WHAT YOU NEED TO DO
Count the lines of the data below that include the string "اعلایی", and provide nothing but the result.

START EXTRACTED ENTRIES

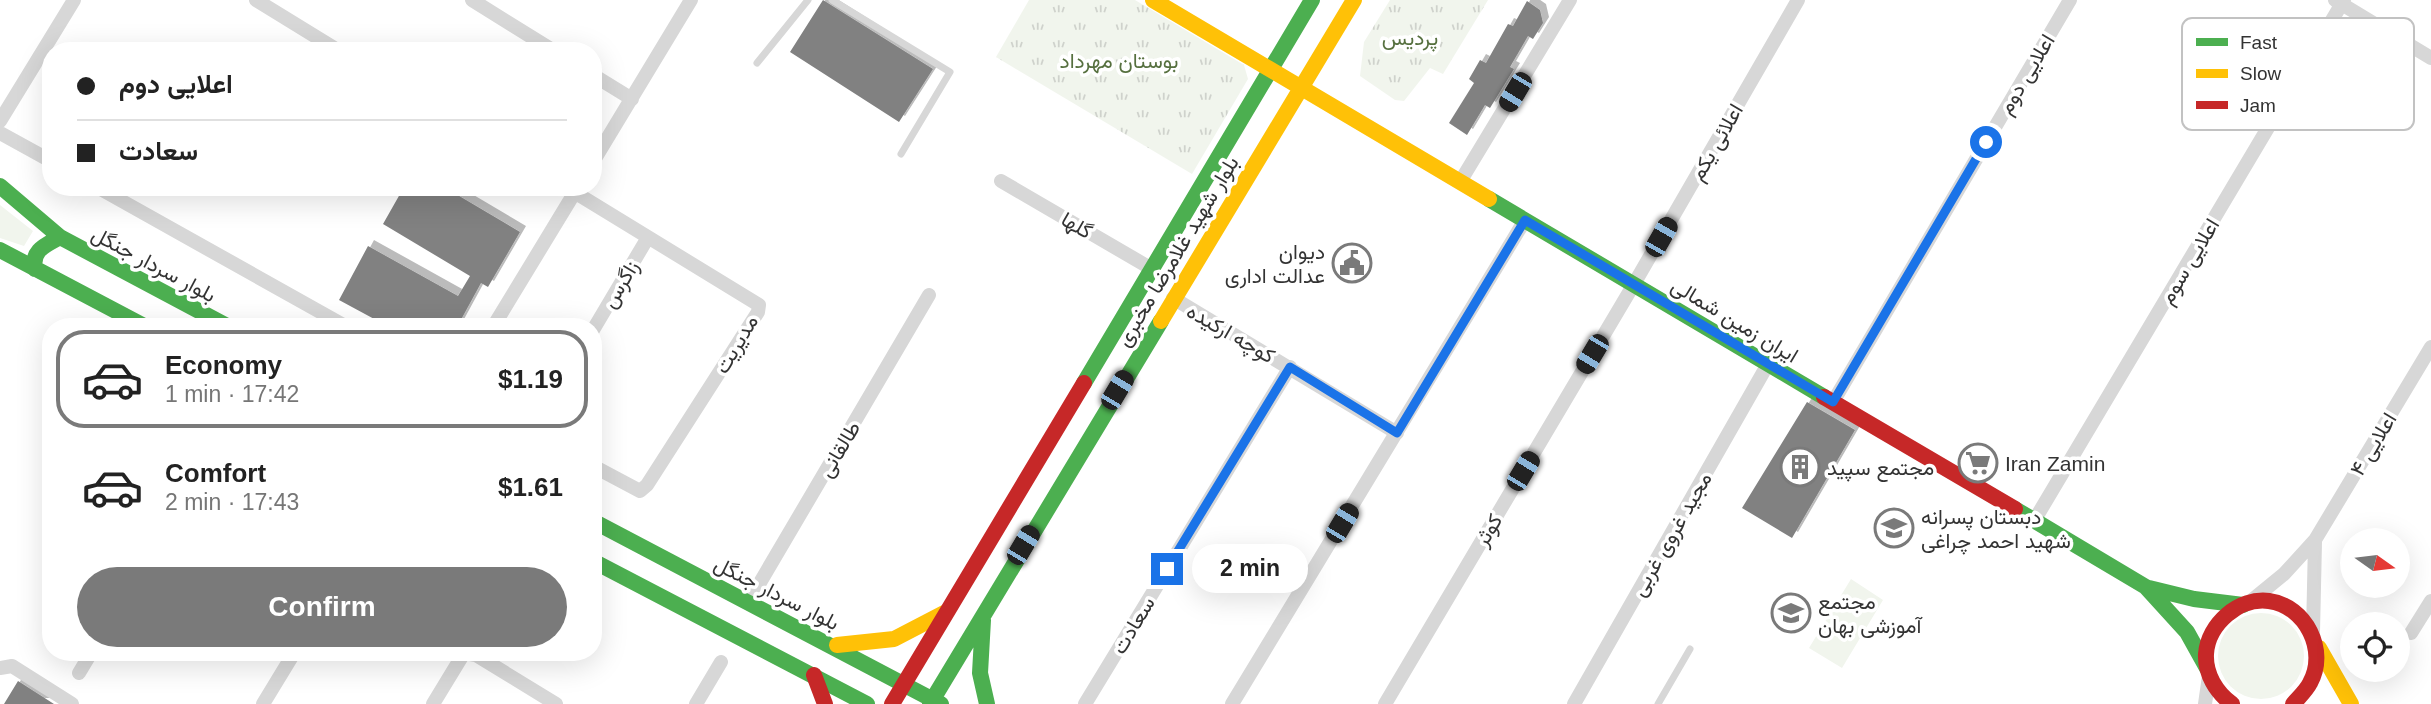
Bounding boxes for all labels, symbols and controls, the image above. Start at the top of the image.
legend [2182,18,2414,130]
park label: پردیس [1382,26,1438,52]
street label: اعلایی دوم [1993,30,2061,120]
text: Fast [2240,32,2278,53]
park label: بوستان مهرداد [1060,49,1178,74]
text: Slow [2240,63,2281,84]
text: اعلایی دوم [119,69,233,99]
car [1496,69,1535,115]
text: Jam [2240,95,2276,116]
street label: اعلائی یکم [1685,99,1750,186]
route start [1970,126,2002,158]
text: سعادت [119,136,198,166]
street label: بلوار شهید غلامرضا مخبری [1111,152,1245,351]
street label: گلها [1056,207,1097,245]
car [1642,214,1681,260]
street label: اعلایی سوم [2154,214,2226,310]
street label: بلوار سردار جنگل [87,222,220,308]
place label: دیوان عدالت اداری [1225,240,1325,289]
public building icon: دیوان عدالت اداری [1331,242,1373,284]
street label: زاگرس [597,256,645,313]
street label: ایران زمین شمالی [1667,273,1802,369]
street label: کوچه ارکیده [1182,299,1279,370]
street label: مدیریت [710,311,764,378]
car [1573,331,1612,377]
icon: car [81,348,144,411]
text: Economy [165,350,282,380]
text: $1.19 [498,364,563,394]
car [1098,367,1137,413]
text: 1 min · 17:42 [165,381,299,407]
street label: اعلایی ۴ [2345,408,2402,480]
street label: طالقانی [813,417,865,481]
supermarket icon: Iran Zamin [1957,442,1999,484]
building icon: مجتمع سپید [1779,446,1821,488]
car [1504,448,1543,494]
place label: Iran Zamin [2005,452,2105,475]
icon: car [81,456,144,519]
place label: مجتمع سپید [1827,456,1934,482]
text: Comfort [165,458,266,488]
street label: مجید غروی غربی [1626,468,1717,601]
text: $1.61 [498,472,563,502]
text: 2 min · 17:43 [165,489,299,515]
car [1323,500,1362,546]
place label: دبستان پسرانه شهید احمد چراغی [1921,505,2071,555]
school or university icon: دبستان پسرانه شهید احمد چراغی [1873,507,1915,549]
street label: کوثر [1469,510,1508,552]
car [1004,522,1043,568]
north arrow [2340,528,2410,598]
map controls [2340,528,2410,682]
callout: 2 min [1192,544,1307,594]
street label: بلوار سردار جنگل [710,552,843,636]
route end [1151,553,1183,585]
text: 2 min [1220,555,1280,581]
button: Confirm [77,567,567,647]
place label: مجتمع آموزشی بهان [1818,590,1923,639]
street label: سعادت [1107,592,1159,658]
school or university icon: مجتمع آموزشی بهان [1770,592,1812,634]
button: locate [2340,612,2410,682]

END EXTRACTED ENTRIES

REPLY
4